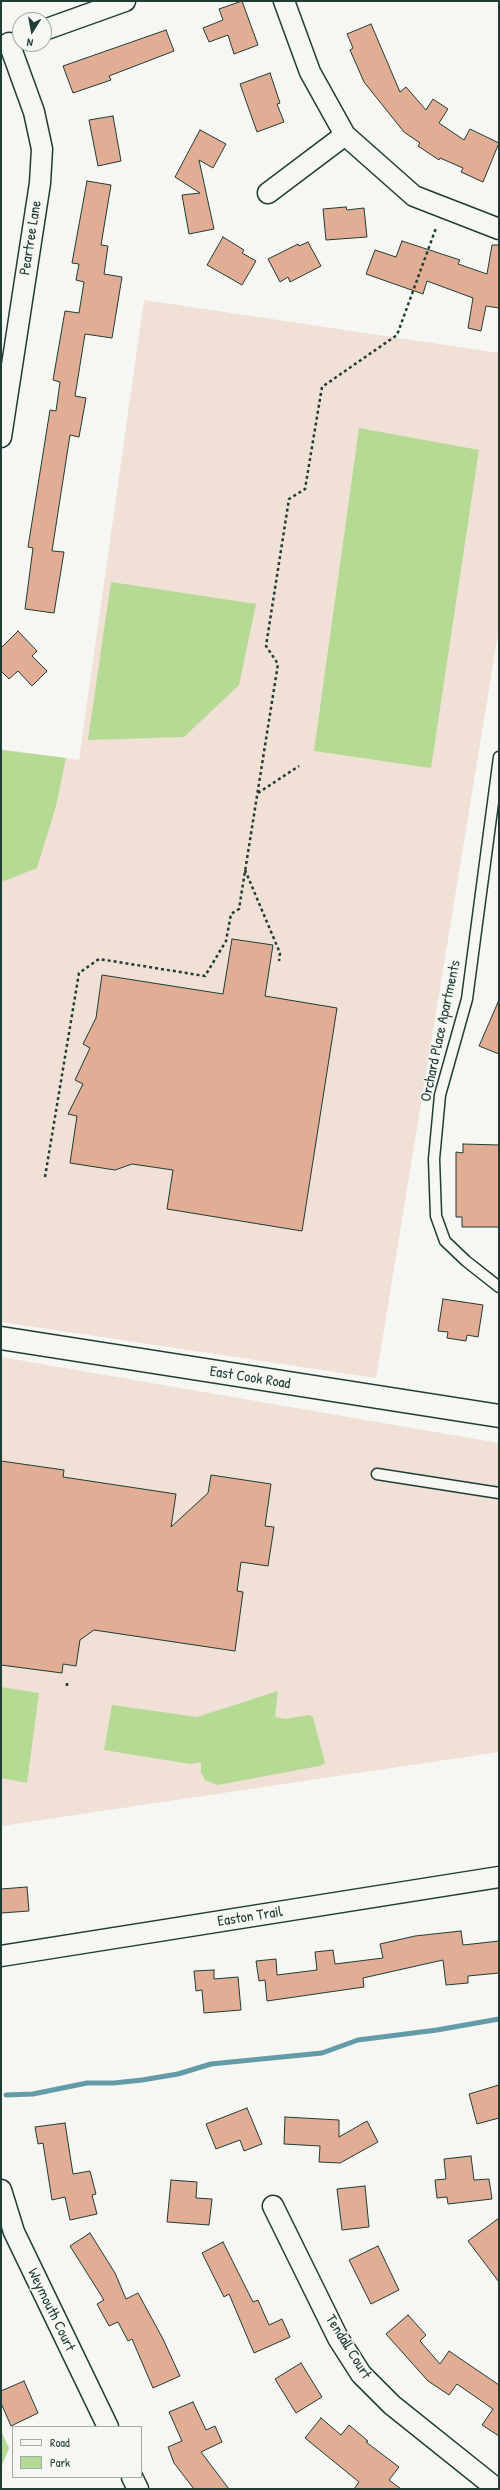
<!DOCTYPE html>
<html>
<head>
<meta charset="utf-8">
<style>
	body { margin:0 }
	#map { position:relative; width:500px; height:2490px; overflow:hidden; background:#f6f6f2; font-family:"Patrick Hand",sans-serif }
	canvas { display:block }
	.frame { position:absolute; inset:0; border:2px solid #1f3d34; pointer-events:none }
	.legend { position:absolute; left:12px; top:2426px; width:130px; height:52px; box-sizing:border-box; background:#f6f6f2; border:1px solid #a0aca6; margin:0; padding:5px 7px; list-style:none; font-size:12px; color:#1f3d34 }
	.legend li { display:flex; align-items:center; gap:8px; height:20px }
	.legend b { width:20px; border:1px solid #a0aca6 }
	.north { position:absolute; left:12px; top:12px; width:40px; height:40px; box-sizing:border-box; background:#f6f6f2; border:1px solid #a0aca6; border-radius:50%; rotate:191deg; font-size:11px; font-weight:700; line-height:16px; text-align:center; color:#1f3d34 }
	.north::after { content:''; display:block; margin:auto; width:14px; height:18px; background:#1f3d34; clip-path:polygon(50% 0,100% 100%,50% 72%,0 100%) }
</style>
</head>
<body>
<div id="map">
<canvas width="500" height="2490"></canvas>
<div class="frame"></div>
<ul class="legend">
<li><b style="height:5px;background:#f6f6f2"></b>Road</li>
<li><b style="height:11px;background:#b5da94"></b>Park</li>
</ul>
<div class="north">N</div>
</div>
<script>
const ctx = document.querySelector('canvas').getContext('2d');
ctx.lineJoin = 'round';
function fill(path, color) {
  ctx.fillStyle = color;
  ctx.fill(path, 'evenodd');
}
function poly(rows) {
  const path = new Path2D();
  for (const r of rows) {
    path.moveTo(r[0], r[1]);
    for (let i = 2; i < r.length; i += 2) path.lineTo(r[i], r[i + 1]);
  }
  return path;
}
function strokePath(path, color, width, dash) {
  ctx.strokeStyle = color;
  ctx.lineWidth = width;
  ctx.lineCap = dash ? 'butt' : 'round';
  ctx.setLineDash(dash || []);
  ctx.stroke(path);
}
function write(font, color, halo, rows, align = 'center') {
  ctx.font = font + ' "Patrick Hand",sans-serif';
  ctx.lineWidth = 3;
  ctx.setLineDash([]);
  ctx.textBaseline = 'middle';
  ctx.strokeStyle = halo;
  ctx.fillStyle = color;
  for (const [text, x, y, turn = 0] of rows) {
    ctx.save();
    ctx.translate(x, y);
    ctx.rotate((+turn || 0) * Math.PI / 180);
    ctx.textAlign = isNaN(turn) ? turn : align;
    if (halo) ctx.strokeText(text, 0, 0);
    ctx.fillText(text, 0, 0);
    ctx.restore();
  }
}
const built = poly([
	[144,300,499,353,499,628,376,1378,1,1322,1,749,79,760],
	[1,1357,499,1443,499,1752,1,1826]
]);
const green = poly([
	[359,428,479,450,431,768,314,751],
	[111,582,256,604,239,685,184,737,88,740],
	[1,750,66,758,56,806,37,868,1,882],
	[1,1687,39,1693,27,1783,1,1778],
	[278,1691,275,1717,285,1719,309,1715,313,1717,325,1763,319,1766,218,1785,205,1780,201,1772,201,1762,190,1764,104,1750,112,1705,197,1717],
	[1,2431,9,2448,1,2468]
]);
const stream = poly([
	[6,2095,33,2094,87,2083,114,2083,142,2080,178,2074,211,2064,322,2053,358,2040,437,2030,499,2019]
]);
const building = poly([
	[242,1,258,45,234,54,228,35,209,42,203,28,223,20,219,9,242,1],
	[371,24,400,92,406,87,426,110,433,99,448,109,439,123,464,140,470,129,499,143,483,182,461,172,463,168,440,158,439,160,418,146,420,143,404,132,364,82,350,50,353,48,347,34,371,24],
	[166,30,174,51,109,76,111,80,73,93,63,66,166,30],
	[270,73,280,103,277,104,284,122,257,132,240,84,270,73],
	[113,116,121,161,98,166,89,120,113,116],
	[200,130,226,144,213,168,199,160,214,229,189,234,182,195,200,193,175,177,200,130],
	[87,181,111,185,101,245,108,246,104,274,122,277,112,338,85,334,75,396,86,398,79,437,70,435,52,551,64,552,54,613,25,609,33,548,28,547,50,410,56,411,60,382,53,380,65,311,79,313,84,282,76,280,79,264,72,263,87,181],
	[346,207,347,210,364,208,367,237,326,240,323,209,346,207],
	[223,237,244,250,242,253,256,261,242,285,207,265,223,237],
	[402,241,460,260,458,264,487,274,492,245,499,245,499,308,486,306,481,331,468,328,473,298,427,281,423,294,366,274,375,250,396,257,402,241],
	[308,242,321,266,290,282,288,277,280,282,268,259,298,244,299,246,308,242],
	[18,631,37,651,32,656,47,671,32,686,18,671,9,679,1,671,1,648,18,631],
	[232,939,273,945,265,996,337,1008,302,1231,167,1209,173,1170,132,1164,115,1170,70,1163,77,1116,68,1114,83,1084,75,1080,90,1048,83,1044,96,1018,102,975,223,994,232,939],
	[499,1000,499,1054,479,1046,499,1000],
	[463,1144,499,1145,499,1227,462,1227,462,1217,456,1217,456,1152,463,1153,463,1144],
	[443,1299,483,1305,478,1337,467,1335,466,1341,447,1338,448,1332,438,1331,443,1299],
	[1,1461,64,1470,63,1477,176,1494,171,1527,208,1493,211,1475,271,1484,265,1526,274,1527,268,1566,241,1562,237,1591,243,1592,235,1651,94,1630,80,1640,76,1666,63,1664,62,1673,1,1665,1,1461],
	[27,1887,29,1911,1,1913,1,1889,27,1887],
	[461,1931,463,1945,499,1941,499,1973,468,1976,468,1983,446,1985,443,1960,363,1978,364,1987,267,2001,265,1980,259,1981,256,1961,276,1959,277,1975,317,1970,315,1952,333,1950,335,1964,383,1958,380,1944,415,1936,461,1931],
	[214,1970,214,1979,238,1977,241,2010,204,2013,202,1990,196,1991,194,1971,214,1970],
	[499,2085,499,2118,477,2124,469,2094,499,2085],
	[247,2108,262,2144,244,2151,240,2140,216,2149,206,2124,247,2108],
	[285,2117,339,2120,339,2137,367,2121,378,2142,340,2163,319,2162,320,2146,284,2144,285,2117],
	[65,2123,73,2174,90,2171,96,2194,92,2195,97,2214,70,2220,65,2197,52,2200,43,2143,38,2144,35,2127,65,2123],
	[471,2156,474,2180,489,2179,492,2199,448,2204,447,2197,437,2198,435,2180,446,2179,444,2159,471,2156],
	[171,2180,197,2182,196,2198,212,2199,209,2225,167,2222,171,2180],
	[365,2186,369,2227,342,2230,337,2189,365,2186],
	[499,2218,499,2282,468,2241,499,2218],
	[90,2233,115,2273,126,2299,138,2293,163,2339,180,2376,153,2388,132,2339,128,2341,118,2322,109,2326,97,2304,104,2300,70,2246,90,2233],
	[223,2242,253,2302,258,2300,269,2325,282,2319,290,2337,254,2353,229,2294,224,2297,202,2253,223,2242],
	[378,2246,399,2290,371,2304,349,2260,378,2246],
	[408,2315,426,2335,420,2341,440,2364,449,2351,499,2385,499,2436,482,2425,493,2409,457,2384,449,2395,428,2381,386,2334,408,2315],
	[301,2363,322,2397,296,2413,275,2379,301,2363],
	[24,2381,38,2413,11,2426,1,2403,1,2391,24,2381],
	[193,2402,206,2430,215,2426,222,2442,201,2452,229,2489,194,2489,174,2463,168,2447,182,2441,169,2412,193,2402],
	[321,2418,341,2435,349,2425,368,2441,366,2442,399,2467,389,2480,401,2489,354,2489,359,2482,305,2438,321,2418]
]);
const path = poly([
	[258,793,299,766],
	[245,870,280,953,279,961],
	[45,1177,79,973,99,959,205,976,226,941,231,914,239,909,278,664,266,646,289,499,305,489,322,387,397,335,436,228],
	[67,1686,67,1682]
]);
const service = poly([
	[499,757,467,999,440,1095,434,1159,436,1216,445,1241,466,1261,499,1287],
	[377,1474,499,1493]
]);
const minor = poly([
	[284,1,310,72,345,135,414,196,499,229],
	[44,30,125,1],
	[268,193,345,135],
	[1,437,40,183,42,149,34,112,9,43],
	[1,1956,499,1877],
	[1,2190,14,2232,108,2427],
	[273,2206,338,2338,361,2374,392,2405,497,2489],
	[132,2477,138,2489]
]);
const secondary = poly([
	[1,1338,499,1416]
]);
const streetNames = [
	["Peartree Lane",31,238,-81],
	["Orchard Place Apartments",441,1031,-78],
	["East Cook Road",250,1378,9],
	["Easton Trail",250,1917,-9],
	["Weymouth Court",51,2310,64],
	["Tendall Court",348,2347,58]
];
fill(built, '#f0e0d6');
fill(green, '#b5da94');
strokePath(stream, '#639ca6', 5);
fill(building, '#e1ad94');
strokePath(building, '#1f3d34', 1);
strokePath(service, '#1f3d34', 13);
strokePath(minor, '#1f3d34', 23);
strokePath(secondary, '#1f3d34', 25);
strokePath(path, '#1f3d34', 2.5, [3, 3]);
strokePath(service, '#f6f6f2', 10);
strokePath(minor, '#f6f6f2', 20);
strokePath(secondary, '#f6f6f2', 22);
write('15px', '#1f3d34', '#f6f6f2', streetNames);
</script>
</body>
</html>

-- -- --

ACTION ITEM
From the entries above, give again exactly the lines running from the line with "ctx.rotate((+turn || 0) * Math.PI / 180);" to the line with "[1,2431,9,2448,1,2468]"; include both of those lines.

ANSWER TO THIS PROBLEM
    ctx.rotate((+turn || 0) * Math.PI / 180);
    ctx.textAlign = isNaN(turn) ? turn : align;
    if (halo) ctx.strokeText(text, 0, 0);
    ctx.fillText(text, 0, 0);
    ctx.restore();
  }
}
const built = poly([
	[144,300,499,353,499,628,376,1378,1,1322,1,749,79,760],
	[1,1357,499,1443,499,1752,1,1826]
]);
const green = poly([
	[359,428,479,450,431,768,314,751],
	[111,582,256,604,239,685,184,737,88,740],
	[1,750,66,758,56,806,37,868,1,882],
	[1,1687,39,1693,27,1783,1,1778],
	[278,1691,275,1717,285,1719,309,1715,313,1717,325,1763,319,1766,218,1785,205,1780,201,1772,201,1762,190,1764,104,1750,112,1705,197,1717],
	[1,2431,9,2448,1,2468]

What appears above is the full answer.